Sr. Hadoop Administrator Resume
San Diego, CA
SUMMARY
- A qualified Technocrat and a seasoned professional offering 8+ years of IT experience in Administration - Linux and Hadoop.
- Strong knowledge on Hadoop HDFS architecture, YARN and Map-Reduce framework.
- Experience in deploying and managing the multi-node development, testing and production Hadoop cluster with different Hadoop components (HIVE, PIG, SQOOP, OOZIE, FLUME, HCATALOG, ZOOKEEPER) using Cloudera Manager and Hortonworks Ambari.
- Experience in understanding the security requirements for Hadoop and integrating with Kerberos authentication infrastructure- KDC server setup, creating realm /domain, managing principals, generating key tab file for each and every service and managing key tab using key tab tools.
- Responsible for building a cluster with Pivotal Hadoop Distribution PHD 3.0 with Ambari.

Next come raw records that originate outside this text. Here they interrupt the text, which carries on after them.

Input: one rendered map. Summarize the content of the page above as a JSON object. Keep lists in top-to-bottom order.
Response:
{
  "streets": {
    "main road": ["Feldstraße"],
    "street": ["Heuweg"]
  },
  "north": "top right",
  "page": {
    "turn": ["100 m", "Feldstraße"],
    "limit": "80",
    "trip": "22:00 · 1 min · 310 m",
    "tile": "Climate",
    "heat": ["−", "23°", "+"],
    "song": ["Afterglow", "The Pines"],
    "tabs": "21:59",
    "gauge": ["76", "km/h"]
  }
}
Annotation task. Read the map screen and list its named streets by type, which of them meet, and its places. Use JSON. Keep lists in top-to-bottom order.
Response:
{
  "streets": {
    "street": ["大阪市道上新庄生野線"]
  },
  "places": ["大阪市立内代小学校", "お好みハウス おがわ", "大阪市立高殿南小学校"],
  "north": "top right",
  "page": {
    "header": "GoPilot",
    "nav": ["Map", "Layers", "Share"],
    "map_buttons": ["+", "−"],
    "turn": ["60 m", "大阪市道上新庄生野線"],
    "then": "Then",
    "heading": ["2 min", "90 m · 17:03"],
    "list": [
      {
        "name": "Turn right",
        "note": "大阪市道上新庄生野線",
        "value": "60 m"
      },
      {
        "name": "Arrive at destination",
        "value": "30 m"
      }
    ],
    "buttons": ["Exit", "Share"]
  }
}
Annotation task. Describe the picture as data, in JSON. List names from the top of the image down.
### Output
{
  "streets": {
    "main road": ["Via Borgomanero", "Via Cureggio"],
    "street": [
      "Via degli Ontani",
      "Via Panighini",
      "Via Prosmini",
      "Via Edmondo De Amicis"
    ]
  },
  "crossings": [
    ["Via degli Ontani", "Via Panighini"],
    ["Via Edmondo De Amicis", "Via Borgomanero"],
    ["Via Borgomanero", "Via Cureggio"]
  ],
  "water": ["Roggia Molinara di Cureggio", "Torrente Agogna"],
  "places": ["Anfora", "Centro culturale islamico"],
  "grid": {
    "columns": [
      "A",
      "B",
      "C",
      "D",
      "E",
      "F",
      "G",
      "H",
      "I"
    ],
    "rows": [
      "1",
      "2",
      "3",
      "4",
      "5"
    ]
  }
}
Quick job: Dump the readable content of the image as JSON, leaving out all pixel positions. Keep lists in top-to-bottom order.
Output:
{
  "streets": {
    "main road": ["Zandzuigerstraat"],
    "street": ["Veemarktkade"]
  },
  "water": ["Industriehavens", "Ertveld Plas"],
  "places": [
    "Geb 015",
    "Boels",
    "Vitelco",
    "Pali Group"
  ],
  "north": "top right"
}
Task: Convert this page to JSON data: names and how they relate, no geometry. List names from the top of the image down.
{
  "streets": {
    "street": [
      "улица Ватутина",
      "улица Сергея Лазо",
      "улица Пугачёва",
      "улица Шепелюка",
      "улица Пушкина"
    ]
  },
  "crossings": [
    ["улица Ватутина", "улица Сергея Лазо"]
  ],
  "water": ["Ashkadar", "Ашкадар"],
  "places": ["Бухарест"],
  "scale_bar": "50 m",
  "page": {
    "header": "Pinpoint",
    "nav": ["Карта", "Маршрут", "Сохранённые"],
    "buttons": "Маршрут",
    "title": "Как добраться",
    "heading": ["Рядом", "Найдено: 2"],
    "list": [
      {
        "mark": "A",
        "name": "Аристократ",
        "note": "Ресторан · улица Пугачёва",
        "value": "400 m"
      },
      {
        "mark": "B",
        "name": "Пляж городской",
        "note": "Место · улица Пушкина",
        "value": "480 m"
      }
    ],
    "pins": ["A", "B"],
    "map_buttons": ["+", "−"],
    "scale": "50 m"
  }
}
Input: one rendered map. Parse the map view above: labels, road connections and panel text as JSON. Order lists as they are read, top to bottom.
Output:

- Experience in creating VM’s using BDE (Big Data Extension).
- Integrated ISILON with Hadoop cluster to store HDFS data.
- Installed and configured HAWQ in the Hadoop cluster.
- Experience in managing HAWQ segments and recovering them if they are failed.
- Imported data from GREENPLUM into HDFS using SPRING-XD.
- Implemented TEZ execution engine for hive jobs.
- Integrated ALPINE server to the Hadoop cluster for the data modelling.
- Performed minor and major upgrades, commissioning and decommissioning of data nodes on Hadoop cluster.
- Familiar with writing Oozie workflows and Job Controllers for job automation - shell, hive, scoop automation.
- Familiar with Java virtual machine (JVM) and multi-threaded processing.
- Analyzing the clients existing Hadoop infrastructure and understand the performance bottlenecks and provide the performance tuning accordingly.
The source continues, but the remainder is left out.